== Assignment ==
Retype nothing but the lines from the start of the material up to and including the line with "1px #1b2f5e) drop-shadow(0". Pictures don't belong in the copy.

== Input data ==
-----

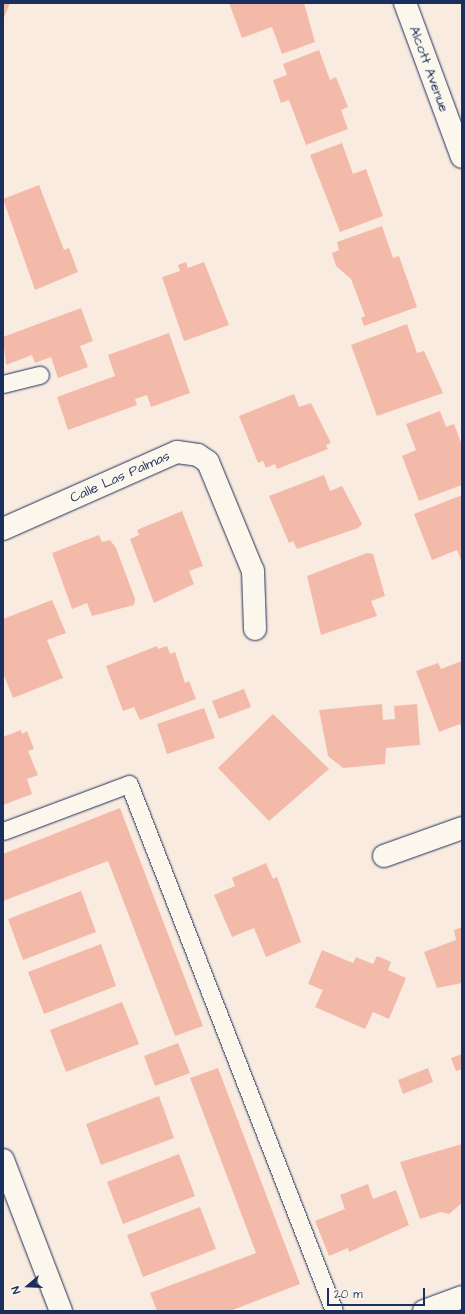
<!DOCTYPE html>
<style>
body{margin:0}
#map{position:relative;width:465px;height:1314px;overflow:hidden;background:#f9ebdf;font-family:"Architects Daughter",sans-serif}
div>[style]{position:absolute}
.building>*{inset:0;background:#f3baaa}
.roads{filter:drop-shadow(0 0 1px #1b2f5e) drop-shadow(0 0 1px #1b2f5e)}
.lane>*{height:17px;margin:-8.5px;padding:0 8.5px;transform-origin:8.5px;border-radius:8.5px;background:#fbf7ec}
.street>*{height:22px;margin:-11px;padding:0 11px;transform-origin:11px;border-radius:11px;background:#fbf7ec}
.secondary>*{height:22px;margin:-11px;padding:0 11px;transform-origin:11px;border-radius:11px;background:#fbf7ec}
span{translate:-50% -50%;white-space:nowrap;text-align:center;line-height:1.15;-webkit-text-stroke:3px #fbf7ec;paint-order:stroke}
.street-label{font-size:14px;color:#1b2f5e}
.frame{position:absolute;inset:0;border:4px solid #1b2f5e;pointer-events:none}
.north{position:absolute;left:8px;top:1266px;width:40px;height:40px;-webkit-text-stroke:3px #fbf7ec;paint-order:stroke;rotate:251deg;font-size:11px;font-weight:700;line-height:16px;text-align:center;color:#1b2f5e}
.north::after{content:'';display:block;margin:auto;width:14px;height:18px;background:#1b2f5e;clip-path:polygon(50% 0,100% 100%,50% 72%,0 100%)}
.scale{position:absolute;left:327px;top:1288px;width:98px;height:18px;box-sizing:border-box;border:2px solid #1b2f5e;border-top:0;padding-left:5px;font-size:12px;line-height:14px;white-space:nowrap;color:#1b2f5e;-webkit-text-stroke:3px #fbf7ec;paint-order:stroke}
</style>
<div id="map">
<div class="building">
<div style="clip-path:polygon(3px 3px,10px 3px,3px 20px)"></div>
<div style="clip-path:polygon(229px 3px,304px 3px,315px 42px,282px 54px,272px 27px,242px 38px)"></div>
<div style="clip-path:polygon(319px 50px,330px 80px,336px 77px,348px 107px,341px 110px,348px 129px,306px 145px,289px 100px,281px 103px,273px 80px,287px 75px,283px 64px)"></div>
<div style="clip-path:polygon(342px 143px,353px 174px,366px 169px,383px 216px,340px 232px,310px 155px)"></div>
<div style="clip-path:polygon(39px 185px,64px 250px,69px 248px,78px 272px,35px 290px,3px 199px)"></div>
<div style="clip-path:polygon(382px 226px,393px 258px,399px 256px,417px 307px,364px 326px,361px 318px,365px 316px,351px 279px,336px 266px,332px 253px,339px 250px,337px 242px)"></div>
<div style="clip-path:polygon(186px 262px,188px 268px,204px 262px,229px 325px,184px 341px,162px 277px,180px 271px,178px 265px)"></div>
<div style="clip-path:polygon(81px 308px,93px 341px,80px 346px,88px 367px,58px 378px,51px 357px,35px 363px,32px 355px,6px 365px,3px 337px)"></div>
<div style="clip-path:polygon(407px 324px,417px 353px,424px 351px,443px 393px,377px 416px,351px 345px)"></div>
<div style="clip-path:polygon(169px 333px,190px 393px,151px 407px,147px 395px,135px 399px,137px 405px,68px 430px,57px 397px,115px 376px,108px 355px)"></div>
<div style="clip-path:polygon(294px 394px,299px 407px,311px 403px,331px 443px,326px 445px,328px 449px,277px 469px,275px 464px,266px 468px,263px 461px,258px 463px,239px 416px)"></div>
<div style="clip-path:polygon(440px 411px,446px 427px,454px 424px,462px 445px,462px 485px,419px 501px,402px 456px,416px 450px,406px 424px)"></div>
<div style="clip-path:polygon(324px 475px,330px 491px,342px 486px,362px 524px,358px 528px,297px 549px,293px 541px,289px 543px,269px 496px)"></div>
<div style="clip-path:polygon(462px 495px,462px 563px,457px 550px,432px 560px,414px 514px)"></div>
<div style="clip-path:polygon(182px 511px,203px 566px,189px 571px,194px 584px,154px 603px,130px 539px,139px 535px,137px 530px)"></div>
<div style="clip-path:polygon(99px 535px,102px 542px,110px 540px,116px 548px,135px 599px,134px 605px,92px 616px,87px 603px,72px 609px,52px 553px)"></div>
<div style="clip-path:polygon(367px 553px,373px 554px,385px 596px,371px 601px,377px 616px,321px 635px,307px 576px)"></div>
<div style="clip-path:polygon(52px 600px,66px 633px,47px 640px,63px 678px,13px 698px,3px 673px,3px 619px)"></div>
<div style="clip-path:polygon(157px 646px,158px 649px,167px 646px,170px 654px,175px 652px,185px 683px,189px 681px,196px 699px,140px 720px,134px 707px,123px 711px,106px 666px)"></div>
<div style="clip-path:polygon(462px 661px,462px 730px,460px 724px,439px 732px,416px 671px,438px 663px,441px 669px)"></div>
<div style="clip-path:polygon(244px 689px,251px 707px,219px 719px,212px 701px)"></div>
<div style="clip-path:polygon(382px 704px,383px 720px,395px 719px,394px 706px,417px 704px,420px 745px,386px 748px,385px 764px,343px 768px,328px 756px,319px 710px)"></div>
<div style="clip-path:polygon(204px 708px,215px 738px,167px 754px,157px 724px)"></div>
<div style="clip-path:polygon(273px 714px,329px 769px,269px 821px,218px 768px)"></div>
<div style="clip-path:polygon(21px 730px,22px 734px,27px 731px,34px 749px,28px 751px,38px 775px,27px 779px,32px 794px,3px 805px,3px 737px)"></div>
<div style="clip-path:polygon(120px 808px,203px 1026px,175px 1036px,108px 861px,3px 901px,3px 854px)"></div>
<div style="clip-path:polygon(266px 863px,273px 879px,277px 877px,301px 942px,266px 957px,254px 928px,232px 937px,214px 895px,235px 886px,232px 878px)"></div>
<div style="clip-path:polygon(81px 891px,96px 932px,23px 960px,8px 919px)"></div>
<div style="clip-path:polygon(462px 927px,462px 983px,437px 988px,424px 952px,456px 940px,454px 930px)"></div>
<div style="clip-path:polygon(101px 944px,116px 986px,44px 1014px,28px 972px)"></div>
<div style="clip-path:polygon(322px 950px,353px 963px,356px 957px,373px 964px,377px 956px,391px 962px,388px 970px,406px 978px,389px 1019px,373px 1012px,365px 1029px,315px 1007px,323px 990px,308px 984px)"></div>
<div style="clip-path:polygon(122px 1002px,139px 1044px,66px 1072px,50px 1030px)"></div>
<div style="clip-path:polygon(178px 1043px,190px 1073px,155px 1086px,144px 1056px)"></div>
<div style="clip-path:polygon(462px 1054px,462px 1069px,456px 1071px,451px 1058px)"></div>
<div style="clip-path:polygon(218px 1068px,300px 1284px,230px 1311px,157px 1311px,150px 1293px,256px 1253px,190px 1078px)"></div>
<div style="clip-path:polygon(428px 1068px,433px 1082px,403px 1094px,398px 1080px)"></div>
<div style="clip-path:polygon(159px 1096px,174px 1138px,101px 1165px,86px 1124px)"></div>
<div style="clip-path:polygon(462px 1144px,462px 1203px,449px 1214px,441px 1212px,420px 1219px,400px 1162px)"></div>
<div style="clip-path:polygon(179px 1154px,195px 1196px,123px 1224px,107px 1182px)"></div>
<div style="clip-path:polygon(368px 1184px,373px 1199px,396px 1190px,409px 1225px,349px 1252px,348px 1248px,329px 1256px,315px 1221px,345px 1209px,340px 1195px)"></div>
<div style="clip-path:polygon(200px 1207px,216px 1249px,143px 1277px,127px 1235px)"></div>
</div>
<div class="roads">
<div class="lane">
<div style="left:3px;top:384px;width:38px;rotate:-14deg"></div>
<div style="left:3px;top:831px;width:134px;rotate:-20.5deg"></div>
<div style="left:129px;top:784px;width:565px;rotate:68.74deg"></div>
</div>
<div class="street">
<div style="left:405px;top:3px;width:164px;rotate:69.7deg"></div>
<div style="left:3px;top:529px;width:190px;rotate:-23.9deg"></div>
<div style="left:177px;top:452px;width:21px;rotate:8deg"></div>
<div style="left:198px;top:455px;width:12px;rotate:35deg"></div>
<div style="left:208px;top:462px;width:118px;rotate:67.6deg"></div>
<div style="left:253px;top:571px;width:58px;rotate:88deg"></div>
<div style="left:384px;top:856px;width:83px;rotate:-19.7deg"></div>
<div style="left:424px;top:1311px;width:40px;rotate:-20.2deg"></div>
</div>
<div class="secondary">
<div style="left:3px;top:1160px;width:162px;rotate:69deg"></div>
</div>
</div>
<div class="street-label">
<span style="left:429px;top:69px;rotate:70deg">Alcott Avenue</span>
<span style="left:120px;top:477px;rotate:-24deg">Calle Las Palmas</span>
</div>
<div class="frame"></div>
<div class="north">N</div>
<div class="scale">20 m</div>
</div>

-----

== Answer for the task ==
<!DOCTYPE html>
<style>
body{margin:0}
#map{position:relative;width:465px;height:1314px;overflow:hidden;background:#f9ebdf;font-family:"Architects Daughter",sans-serif}
div>[style]{position:absolute}
.building>*{inset:0;background:#f3baaa}
.roads{filter:drop-shadow(0 0 1px #1b2f5e) drop-shadow(0 0 1px #1b2f5e)}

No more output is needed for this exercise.